A reasonably efficient planner can be made by directly using the algorithm in Figure 5.21 to grow a tree from ${q_{I}}$ and periodically check whether it is possible to connect the RDT to ${q_{G}}$. An easy way to achieve this is to start with a dense sequence ${\alpha }$ and periodically insert ${q_{G}}$ at regularly spaced intervals. For example, every $100$th sample could be ${q_{G}}$. Each time this sample is reached, an attempt is made to reach ${q_{G}}$ from the closest vertex in the RDT. If the sample sequence is random, which generates an RRT, then the following modification works well.

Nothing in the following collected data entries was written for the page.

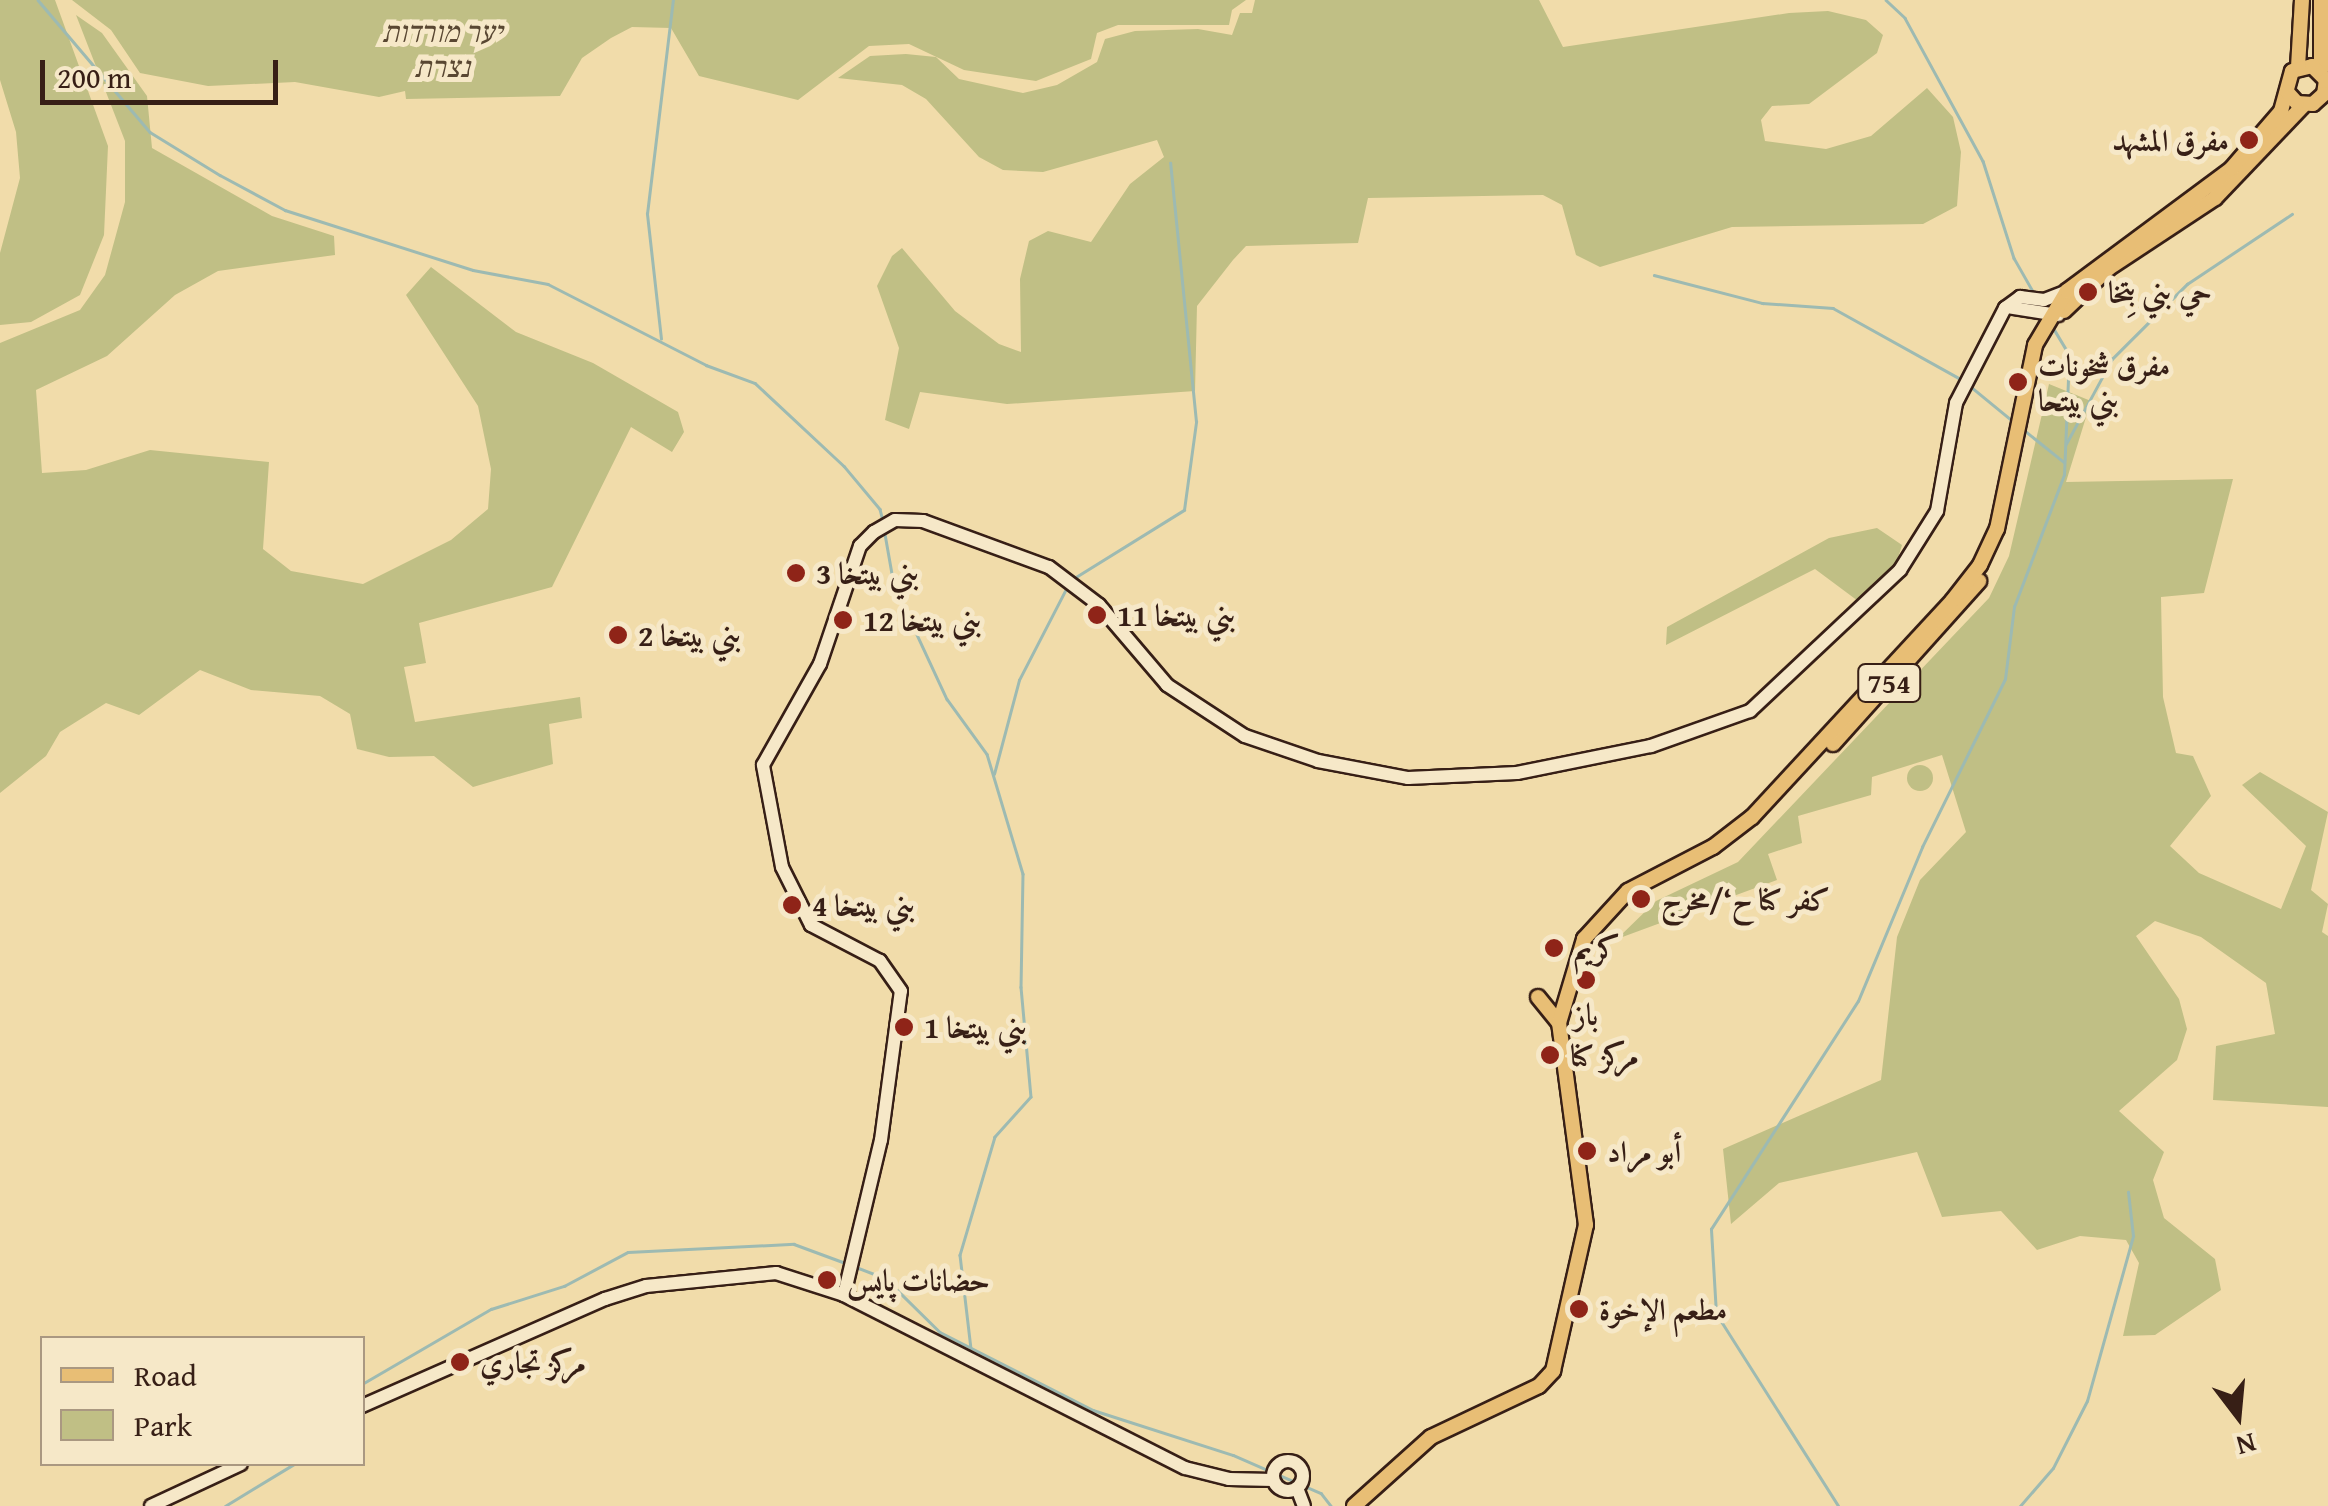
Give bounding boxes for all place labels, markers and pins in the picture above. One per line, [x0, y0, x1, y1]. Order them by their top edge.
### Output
place label: مفرق المشهد [2112, 122, 2229, 158]
marker: مفرق المشهد [2238, 129, 2260, 151]
place label: حي بني بِتخا [2108, 274, 2212, 310]
marker: حي بني بِتخا [2077, 281, 2099, 303]
place label: مفرق شخونات بني بيتحا [2038, 347, 2170, 418]
marker: مفرق شخونات بني بيتحا [2007, 371, 2029, 393]
place label: بني بيتخا 3 [816, 555, 920, 591]
marker: بني بيتخا 3 [785, 562, 807, 584]
place label: بني بيتخا 11 [1117, 597, 1236, 633]
place label: بني بيتخا 12 [863, 602, 982, 638]
marker: بني بيتخا 11 [1086, 604, 1108, 626]
marker: بني بيتخا 12 [832, 609, 854, 631]
place label: بني بيتخا 2 [638, 617, 742, 653]
marker: بني بيتخا 2 [607, 624, 629, 646]
place label: كفر كنا ح‘/مخرج [1661, 881, 1830, 917]
place label: بني بيتخا 4 [812, 887, 916, 923]
marker: كفر كنا ح‘/مخرج [1630, 888, 1652, 910]
marker: بني بيتخا 4 [781, 894, 803, 916]
place label: كريم [1574, 930, 1620, 966]
marker: كريم [1543, 937, 1565, 959]
marker: باز [1575, 969, 1597, 991]
place label: باز [1574, 996, 1598, 1032]
place label: بني بيتخا 1 [924, 1009, 1028, 1045]
marker: بني بيتخا 1 [893, 1016, 915, 1038]
place label: مركز كنا [1570, 1037, 1639, 1073]
marker: مركز كنا [1539, 1044, 1561, 1066]
place label: أبو مراد [1607, 1133, 1681, 1169]
marker: أبو مراد [1576, 1140, 1598, 1162]
place label: حضانات پايس [847, 1262, 990, 1298]
marker: حضانات پايس [816, 1269, 838, 1291]
place label: مطعم الإخوة [1599, 1291, 1727, 1327]
marker: مطعم الإخوة [1568, 1298, 1590, 1320]
place label: مركز تجاري [480, 1344, 586, 1380]
marker: مركز تجاري [449, 1351, 471, 1373]

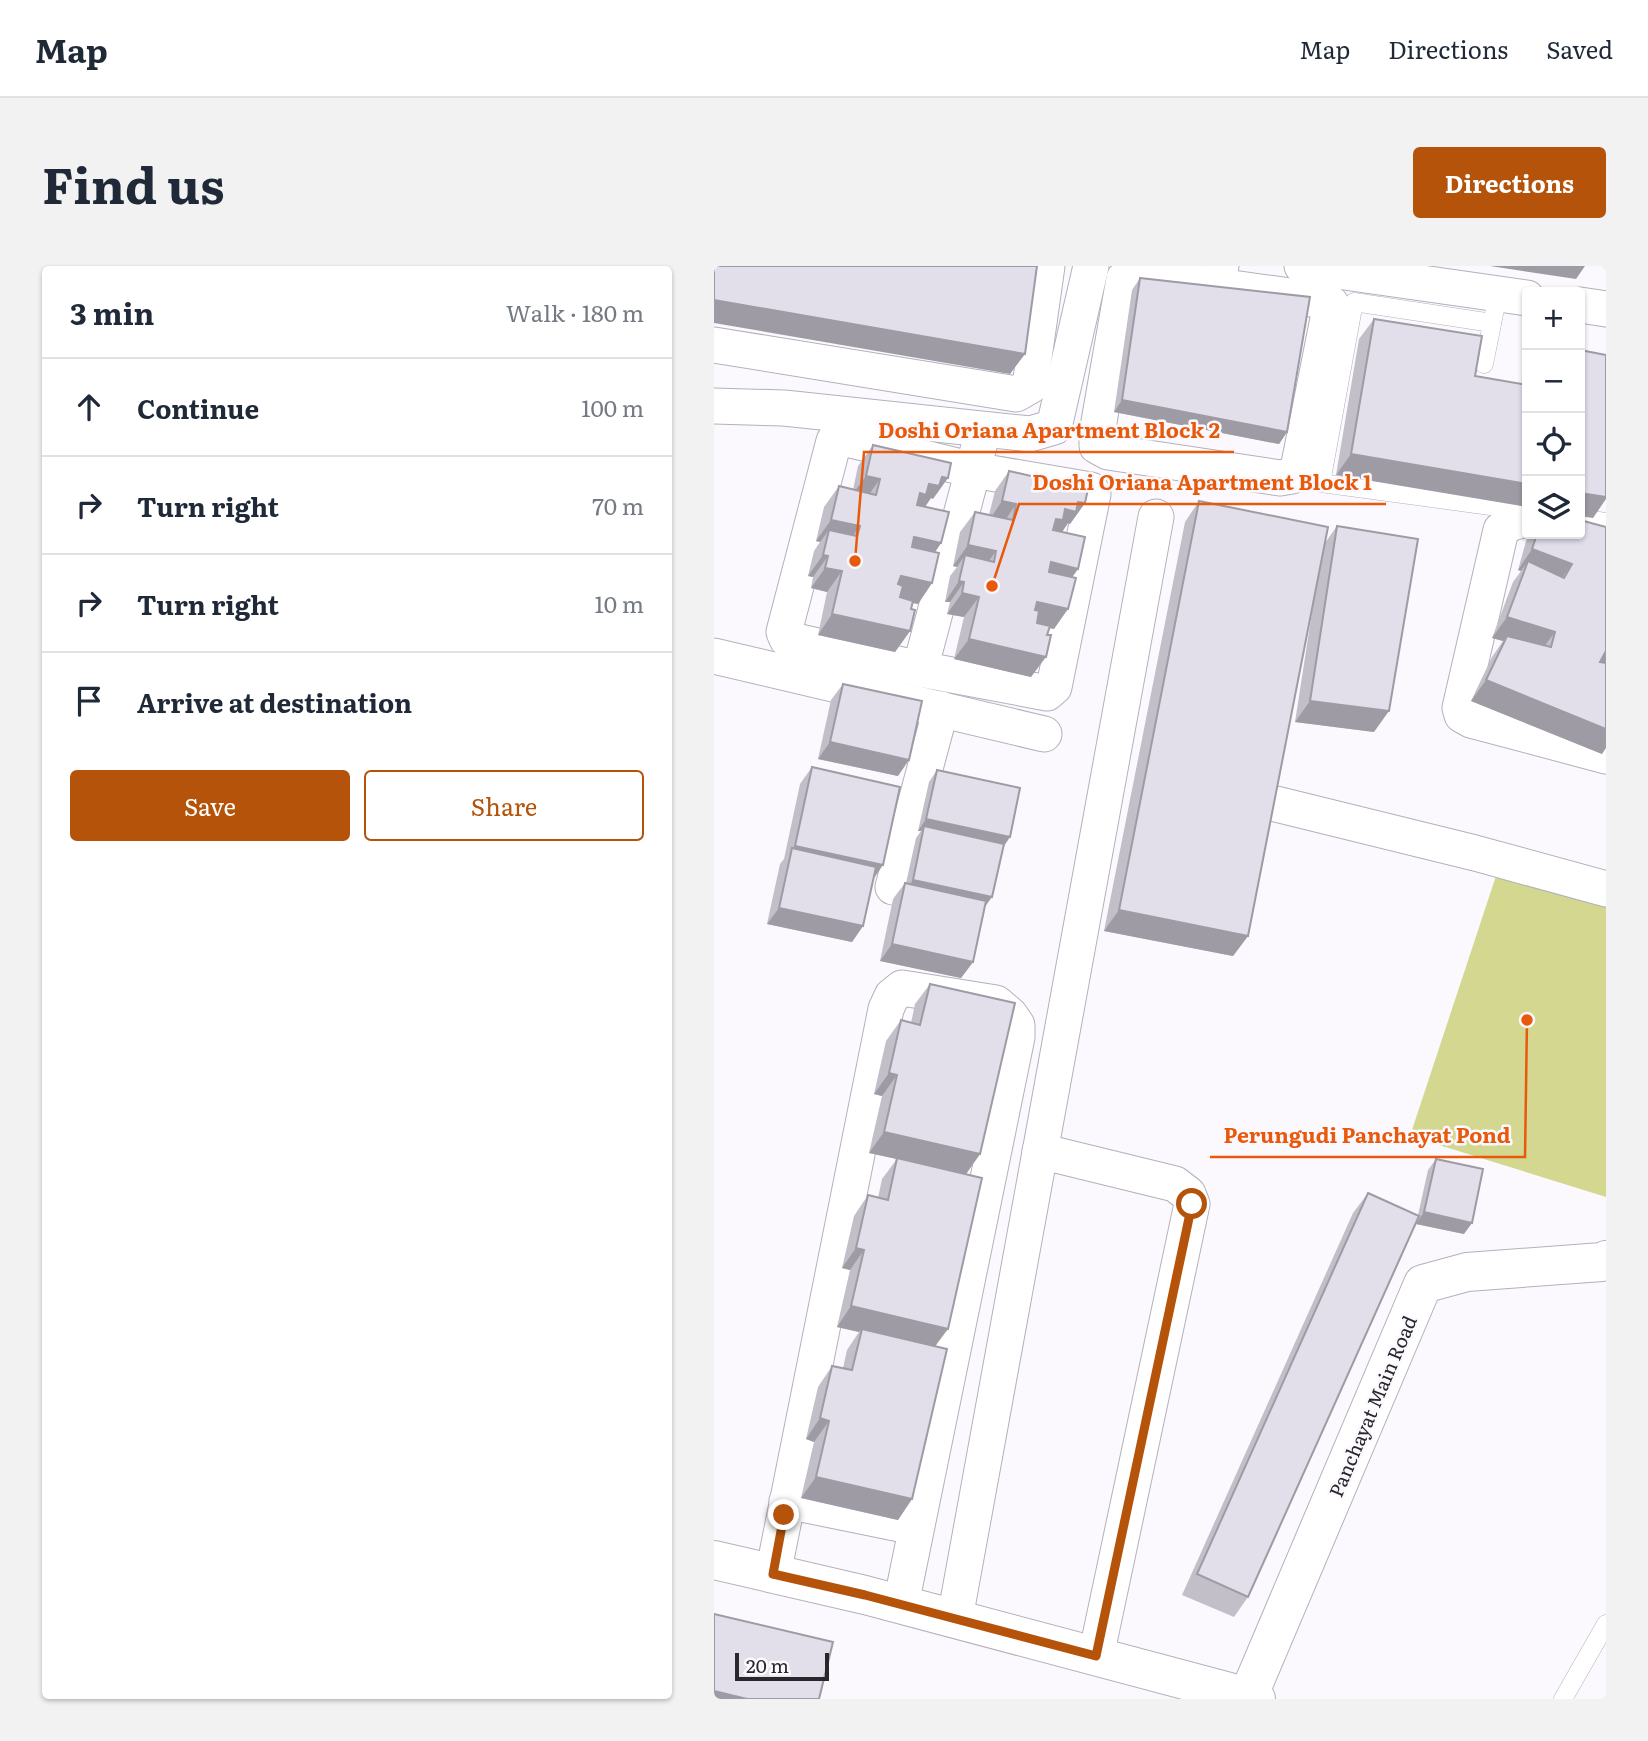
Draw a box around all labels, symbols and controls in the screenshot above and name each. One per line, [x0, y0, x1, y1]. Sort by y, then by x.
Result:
text: Map [35, 24, 108, 73]
text: Map [1299, 31, 1350, 66]
text: Directions [1388, 31, 1508, 66]
text: Saved [1546, 31, 1613, 66]
text: Find us [42, 146, 225, 219]
button: Directions [1413, 147, 1606, 218]
map controls [1522, 287, 1585, 539]
button: + [1522, 287, 1585, 350]
text: 3 min [70, 290, 154, 334]
text: Walk · 180 m [506, 295, 644, 329]
button: − [1522, 350, 1585, 413]
icon: ahead [70, 388, 108, 426]
text: Continue [137, 388, 259, 427]
text: 100 m [581, 390, 644, 424]
callout: Doshi Oriana Apartment Block 2 [864, 410, 1234, 452]
text: Doshi Oriana Apartment Block 2 [878, 413, 1220, 444]
button: locate [1522, 413, 1585, 476]
callout: Doshi Oriana Apartment Block 1 [1019, 462, 1386, 504]
text: Doshi Oriana Apartment Block 1 [1032, 465, 1372, 496]
button: layers [1522, 476, 1585, 539]
icon: right [70, 486, 108, 524]
text: Turn right [137, 486, 279, 525]
text: 70 m [592, 488, 644, 522]
icon: right [70, 584, 108, 622]
text: Turn right [137, 584, 279, 623]
text: 10 m [594, 586, 644, 620]
icon: arrive [70, 682, 108, 720]
text: Arrive at destination [137, 682, 412, 721]
button: Save [70, 770, 350, 841]
button: Share [364, 770, 644, 841]
callout: Perungudi Panchayat Pond [1210, 1115, 1525, 1157]
text: Perungudi Panchayat Pond [1224, 1118, 1511, 1149]
route start [1176, 1188, 1207, 1219]
street label: Panchayat Main Road [1321, 1311, 1423, 1501]
route end [768, 1499, 799, 1530]
scale bar [735, 1650, 830, 1682]
text: 20 m [746, 1651, 789, 1679]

In each iteration, toss a biased coin that has probability $99/100$ of being HEADS and $1/100$ of being TAILS. If the result is HEADS, then set ${\alpha }(i)$, to be the next element of the pseudorandom sequence; otherwise, set ${\alpha}(i) = {q_{G}}$. This forces the RRT to occasionally attempt to make a connection to the goal, ${q_{G}}$. Of course, $1/100$ is arbitrary, but it is in a range that works well experimentally. If the bias is too strong, then the RRT becomes too greedy like the randomized potential field. If the bias is not strong enough, then there is no incentive to connect the tree to ${q_{G}}$. An alternative is to consider other dense, but not necessarily nonuniform sequences in ${\cal C}$. For example, in the case of random sampling, the probability density function could contain a gentle bias towards the goal. Choosing such a bias is a difficult heuristic problem; therefore, such a technique should be used with caution (or avoided altogether).